- EXERCISE BRIEF -
Filter the records below for the word "rotate". Keep each line that has it.

=== Begin Enclosure ===

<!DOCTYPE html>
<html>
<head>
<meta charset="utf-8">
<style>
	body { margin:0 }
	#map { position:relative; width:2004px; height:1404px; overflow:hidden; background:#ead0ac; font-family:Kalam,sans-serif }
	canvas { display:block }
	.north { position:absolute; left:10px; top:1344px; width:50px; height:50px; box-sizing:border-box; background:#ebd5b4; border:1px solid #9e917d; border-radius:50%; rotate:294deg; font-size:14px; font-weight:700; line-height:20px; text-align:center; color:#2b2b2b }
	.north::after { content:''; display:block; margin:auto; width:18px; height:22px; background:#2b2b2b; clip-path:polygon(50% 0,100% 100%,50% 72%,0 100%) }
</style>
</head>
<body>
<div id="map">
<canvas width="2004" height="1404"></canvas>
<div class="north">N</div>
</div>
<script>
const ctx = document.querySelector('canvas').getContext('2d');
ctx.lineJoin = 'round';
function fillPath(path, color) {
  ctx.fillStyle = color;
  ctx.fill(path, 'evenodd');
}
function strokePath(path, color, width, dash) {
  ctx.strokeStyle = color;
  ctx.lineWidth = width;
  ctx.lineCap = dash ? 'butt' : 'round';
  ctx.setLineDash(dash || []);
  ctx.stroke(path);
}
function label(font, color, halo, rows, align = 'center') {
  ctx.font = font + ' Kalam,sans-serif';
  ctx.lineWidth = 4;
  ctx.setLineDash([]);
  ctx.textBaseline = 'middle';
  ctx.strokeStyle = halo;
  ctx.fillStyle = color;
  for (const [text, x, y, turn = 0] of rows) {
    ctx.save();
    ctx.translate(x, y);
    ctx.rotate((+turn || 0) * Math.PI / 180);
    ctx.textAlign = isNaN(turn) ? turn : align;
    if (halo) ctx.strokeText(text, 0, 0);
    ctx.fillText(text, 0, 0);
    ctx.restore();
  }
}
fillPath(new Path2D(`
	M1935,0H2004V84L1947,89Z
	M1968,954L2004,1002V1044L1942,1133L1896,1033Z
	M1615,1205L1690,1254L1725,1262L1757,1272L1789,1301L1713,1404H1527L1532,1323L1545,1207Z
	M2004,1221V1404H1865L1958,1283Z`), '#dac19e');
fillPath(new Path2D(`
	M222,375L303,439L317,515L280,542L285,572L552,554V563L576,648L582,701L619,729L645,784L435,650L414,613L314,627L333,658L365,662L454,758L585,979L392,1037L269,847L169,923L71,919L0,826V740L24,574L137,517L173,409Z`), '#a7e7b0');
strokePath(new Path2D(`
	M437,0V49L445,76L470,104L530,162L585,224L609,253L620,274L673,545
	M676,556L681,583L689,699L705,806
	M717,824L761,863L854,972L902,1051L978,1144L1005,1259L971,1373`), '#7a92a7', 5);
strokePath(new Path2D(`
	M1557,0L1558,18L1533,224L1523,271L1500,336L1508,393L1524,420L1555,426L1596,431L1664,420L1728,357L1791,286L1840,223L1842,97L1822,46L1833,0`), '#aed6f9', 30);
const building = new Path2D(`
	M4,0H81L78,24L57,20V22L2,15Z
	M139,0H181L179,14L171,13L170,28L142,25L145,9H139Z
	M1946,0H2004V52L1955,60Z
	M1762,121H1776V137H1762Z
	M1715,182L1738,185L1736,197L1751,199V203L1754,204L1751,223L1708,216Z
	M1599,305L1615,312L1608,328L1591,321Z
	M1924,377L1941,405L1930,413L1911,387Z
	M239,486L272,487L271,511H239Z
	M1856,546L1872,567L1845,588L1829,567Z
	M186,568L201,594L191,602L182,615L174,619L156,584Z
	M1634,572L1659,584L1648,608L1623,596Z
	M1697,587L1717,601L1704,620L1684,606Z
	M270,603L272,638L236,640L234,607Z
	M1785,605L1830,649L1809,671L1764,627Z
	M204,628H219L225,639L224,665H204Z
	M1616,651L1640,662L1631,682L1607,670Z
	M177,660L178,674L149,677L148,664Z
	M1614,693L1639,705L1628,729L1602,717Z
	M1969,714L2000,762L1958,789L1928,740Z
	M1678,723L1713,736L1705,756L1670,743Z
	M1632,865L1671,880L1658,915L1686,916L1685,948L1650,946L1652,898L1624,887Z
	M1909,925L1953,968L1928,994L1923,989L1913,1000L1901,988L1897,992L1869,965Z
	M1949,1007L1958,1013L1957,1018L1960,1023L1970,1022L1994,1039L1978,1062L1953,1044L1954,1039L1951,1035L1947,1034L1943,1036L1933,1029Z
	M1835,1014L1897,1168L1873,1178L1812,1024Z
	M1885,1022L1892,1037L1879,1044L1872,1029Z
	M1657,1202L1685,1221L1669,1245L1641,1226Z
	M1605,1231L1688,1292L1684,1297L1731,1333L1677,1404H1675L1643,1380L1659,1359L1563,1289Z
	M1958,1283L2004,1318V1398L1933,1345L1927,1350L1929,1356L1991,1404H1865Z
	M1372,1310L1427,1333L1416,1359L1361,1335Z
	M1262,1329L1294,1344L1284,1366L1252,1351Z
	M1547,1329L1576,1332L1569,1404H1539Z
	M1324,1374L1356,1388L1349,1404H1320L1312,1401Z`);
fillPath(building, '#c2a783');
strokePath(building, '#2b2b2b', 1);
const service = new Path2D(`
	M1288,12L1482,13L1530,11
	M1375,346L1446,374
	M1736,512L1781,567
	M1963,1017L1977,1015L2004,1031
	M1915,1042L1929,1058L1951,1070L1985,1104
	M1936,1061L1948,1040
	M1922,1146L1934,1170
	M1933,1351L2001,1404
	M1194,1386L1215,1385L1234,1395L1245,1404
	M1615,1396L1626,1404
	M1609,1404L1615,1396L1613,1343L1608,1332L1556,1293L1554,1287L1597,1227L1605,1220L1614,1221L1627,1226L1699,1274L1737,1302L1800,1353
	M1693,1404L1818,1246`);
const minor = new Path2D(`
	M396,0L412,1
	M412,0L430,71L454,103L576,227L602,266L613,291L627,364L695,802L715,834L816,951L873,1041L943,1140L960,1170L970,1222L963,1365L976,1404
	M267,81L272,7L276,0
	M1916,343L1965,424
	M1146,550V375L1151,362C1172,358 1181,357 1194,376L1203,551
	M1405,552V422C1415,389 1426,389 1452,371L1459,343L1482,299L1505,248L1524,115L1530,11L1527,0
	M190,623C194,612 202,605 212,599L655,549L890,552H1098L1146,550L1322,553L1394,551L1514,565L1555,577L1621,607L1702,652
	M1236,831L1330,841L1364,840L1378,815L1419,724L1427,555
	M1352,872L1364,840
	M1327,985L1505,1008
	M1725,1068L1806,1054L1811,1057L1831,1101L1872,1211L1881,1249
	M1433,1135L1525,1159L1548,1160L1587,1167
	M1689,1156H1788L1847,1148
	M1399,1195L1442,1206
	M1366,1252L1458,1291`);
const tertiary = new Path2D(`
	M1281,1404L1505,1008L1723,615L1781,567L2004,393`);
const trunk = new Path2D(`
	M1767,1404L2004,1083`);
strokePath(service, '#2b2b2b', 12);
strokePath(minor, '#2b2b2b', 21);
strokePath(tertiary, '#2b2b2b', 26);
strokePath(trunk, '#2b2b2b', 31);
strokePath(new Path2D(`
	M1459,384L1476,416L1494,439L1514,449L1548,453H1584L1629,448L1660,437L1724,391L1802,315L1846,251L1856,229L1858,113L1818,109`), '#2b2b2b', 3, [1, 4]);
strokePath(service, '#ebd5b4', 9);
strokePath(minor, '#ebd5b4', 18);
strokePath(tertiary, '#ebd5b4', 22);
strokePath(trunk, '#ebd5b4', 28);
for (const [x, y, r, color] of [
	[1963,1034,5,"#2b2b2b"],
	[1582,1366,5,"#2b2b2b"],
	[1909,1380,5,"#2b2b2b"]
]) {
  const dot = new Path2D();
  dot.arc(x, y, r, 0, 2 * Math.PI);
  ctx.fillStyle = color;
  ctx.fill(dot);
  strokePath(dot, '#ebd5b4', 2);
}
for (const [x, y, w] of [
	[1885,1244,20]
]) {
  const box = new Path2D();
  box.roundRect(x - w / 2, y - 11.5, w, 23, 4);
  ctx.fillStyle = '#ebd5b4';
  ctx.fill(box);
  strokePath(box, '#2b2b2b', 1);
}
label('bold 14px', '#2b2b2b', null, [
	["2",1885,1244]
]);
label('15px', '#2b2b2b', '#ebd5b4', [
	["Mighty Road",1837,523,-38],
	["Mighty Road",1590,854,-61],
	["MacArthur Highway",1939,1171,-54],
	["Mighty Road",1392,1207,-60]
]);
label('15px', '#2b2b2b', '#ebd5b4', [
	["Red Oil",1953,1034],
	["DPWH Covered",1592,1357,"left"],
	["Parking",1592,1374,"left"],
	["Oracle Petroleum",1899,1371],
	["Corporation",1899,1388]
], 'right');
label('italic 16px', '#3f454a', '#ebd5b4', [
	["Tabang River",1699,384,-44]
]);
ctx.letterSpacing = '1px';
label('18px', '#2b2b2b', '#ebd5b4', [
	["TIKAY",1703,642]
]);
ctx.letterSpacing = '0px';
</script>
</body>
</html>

=== End Enclosure ===

- EXERCISE OUTPUT -
	.north { position:absolute; left:10px; top:1344px; width:50px; height:50px; box-sizing:border-box; background:#ebd5b4; border:1px solid #9e917d; border-radius:50%; rotate:294deg; font-size:14px; font-weight:700; line-height:20px; text-align:center; color:#2b2b2b }
    ctx.rotate((+turn || 0) * Math.PI / 180);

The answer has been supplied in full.